• What you have to do: Scan the entries below for the word "they", then copy each line that holds it.

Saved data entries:

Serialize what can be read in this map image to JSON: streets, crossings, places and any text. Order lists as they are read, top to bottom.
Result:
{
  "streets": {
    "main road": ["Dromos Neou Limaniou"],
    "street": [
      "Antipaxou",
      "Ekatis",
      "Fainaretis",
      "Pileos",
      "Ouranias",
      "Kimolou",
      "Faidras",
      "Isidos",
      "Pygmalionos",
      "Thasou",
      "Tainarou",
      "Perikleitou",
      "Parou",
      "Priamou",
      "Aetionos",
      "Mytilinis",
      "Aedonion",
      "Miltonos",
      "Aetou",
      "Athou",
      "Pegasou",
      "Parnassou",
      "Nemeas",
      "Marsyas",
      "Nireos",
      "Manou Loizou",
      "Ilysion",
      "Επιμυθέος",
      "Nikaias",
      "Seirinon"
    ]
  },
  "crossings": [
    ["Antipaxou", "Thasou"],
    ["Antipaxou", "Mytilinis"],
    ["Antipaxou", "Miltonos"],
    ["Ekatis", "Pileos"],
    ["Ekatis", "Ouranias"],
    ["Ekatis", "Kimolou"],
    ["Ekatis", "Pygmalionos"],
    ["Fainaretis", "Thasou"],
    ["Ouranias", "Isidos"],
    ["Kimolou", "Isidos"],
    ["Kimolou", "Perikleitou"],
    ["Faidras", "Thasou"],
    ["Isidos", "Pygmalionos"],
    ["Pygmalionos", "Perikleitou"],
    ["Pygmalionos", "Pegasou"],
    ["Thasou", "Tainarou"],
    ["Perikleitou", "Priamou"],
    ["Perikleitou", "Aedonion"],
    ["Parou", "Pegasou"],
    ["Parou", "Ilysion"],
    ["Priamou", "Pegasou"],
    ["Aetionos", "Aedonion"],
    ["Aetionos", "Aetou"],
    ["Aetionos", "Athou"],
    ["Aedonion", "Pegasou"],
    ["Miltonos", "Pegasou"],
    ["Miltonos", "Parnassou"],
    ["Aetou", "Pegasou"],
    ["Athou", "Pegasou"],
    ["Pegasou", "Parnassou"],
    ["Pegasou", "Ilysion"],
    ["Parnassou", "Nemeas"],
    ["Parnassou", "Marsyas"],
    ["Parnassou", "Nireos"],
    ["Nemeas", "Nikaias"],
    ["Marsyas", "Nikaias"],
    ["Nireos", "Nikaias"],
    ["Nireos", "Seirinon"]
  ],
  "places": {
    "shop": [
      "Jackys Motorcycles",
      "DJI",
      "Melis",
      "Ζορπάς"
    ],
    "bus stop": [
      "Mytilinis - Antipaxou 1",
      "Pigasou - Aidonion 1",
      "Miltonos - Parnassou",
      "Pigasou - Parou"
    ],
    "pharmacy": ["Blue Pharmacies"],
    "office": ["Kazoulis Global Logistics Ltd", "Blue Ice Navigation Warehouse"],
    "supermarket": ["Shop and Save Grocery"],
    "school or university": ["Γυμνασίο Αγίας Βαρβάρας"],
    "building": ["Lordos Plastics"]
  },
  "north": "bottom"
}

==

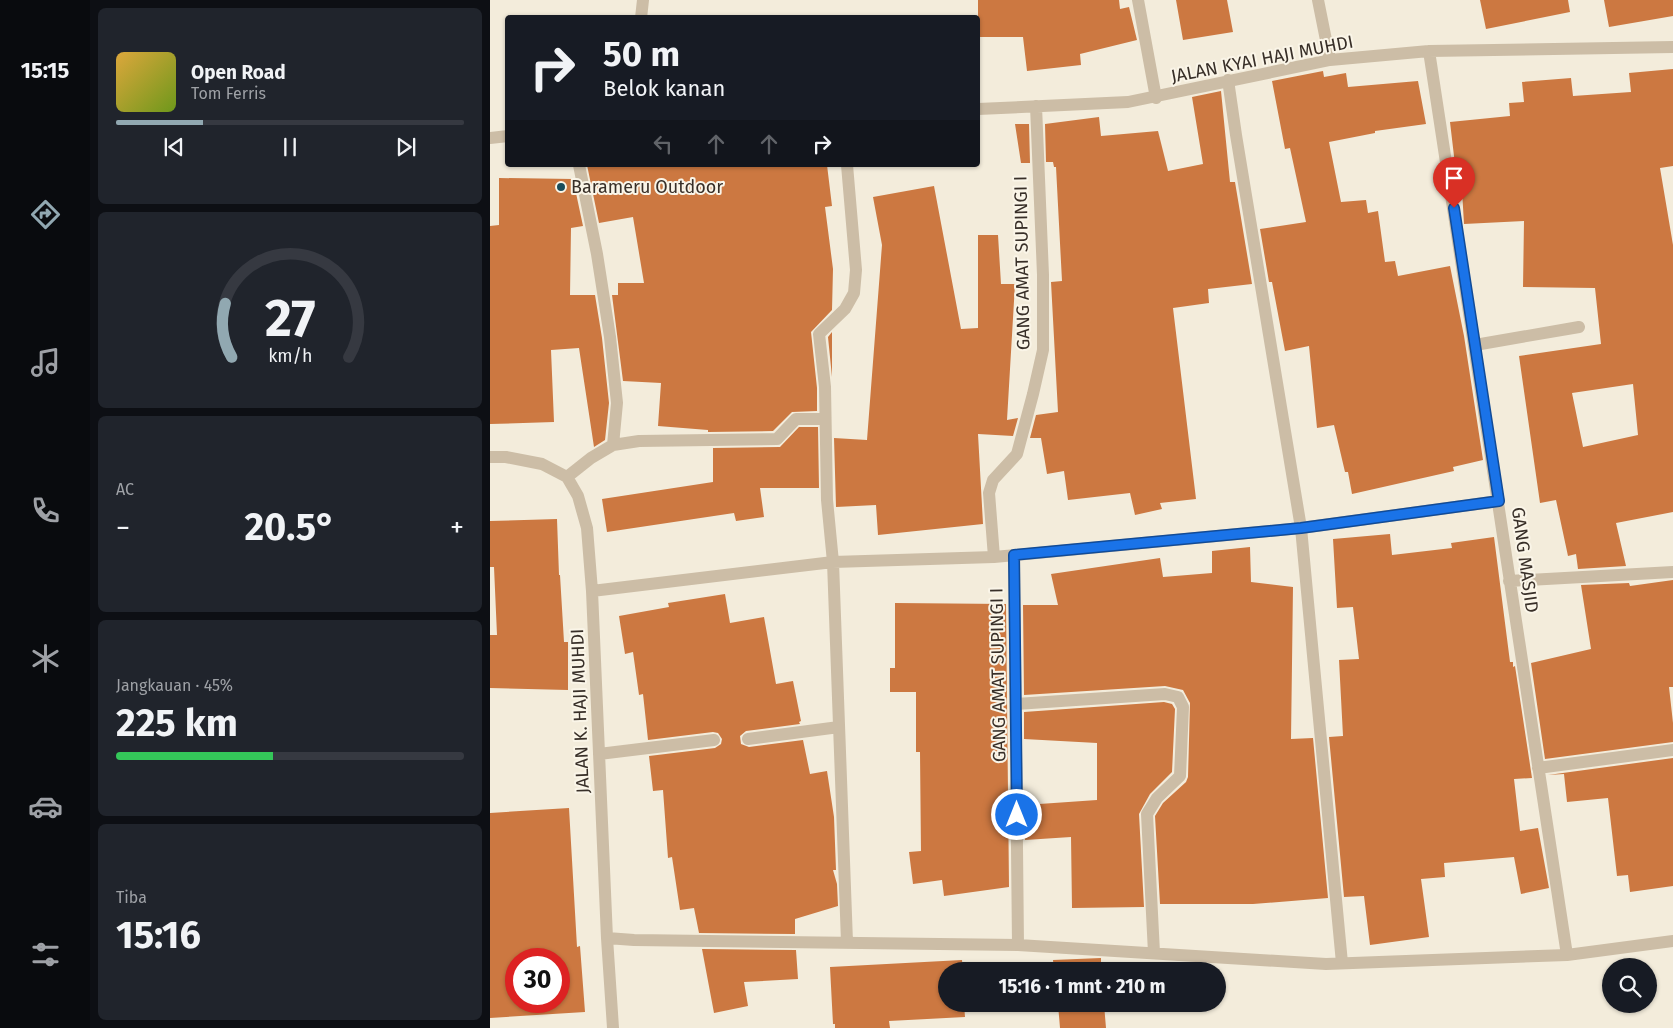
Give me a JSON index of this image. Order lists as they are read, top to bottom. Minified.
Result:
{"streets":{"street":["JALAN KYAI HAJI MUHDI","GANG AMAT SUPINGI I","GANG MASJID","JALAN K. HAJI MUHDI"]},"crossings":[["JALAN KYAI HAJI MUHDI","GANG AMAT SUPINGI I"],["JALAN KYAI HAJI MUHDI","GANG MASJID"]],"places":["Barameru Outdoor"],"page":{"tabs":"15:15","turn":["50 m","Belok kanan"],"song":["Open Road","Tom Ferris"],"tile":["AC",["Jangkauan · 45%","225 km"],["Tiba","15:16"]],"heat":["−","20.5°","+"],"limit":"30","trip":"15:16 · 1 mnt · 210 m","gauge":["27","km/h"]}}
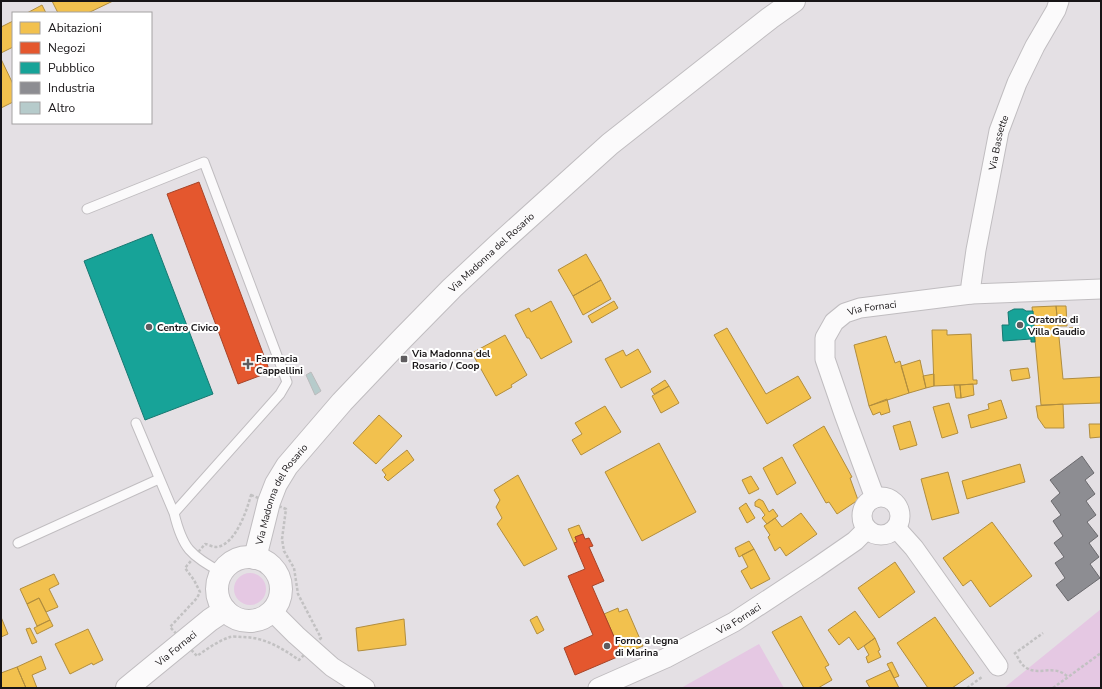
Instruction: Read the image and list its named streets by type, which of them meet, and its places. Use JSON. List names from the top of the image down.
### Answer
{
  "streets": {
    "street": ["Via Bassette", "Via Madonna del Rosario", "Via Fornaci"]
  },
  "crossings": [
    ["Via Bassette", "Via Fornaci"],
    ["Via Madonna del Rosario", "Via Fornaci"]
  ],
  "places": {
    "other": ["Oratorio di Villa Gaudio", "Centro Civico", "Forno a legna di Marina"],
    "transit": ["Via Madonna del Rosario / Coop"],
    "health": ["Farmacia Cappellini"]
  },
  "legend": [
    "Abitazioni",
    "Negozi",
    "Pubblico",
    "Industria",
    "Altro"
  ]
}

• Result of this task:
Serialize what can be read in this map image to JSON: streets, crossings, places and any text. Order lists as they are read, top to bottom.
Give me a JSON index of this image. Order lists as they are read, top to bottom. Minified.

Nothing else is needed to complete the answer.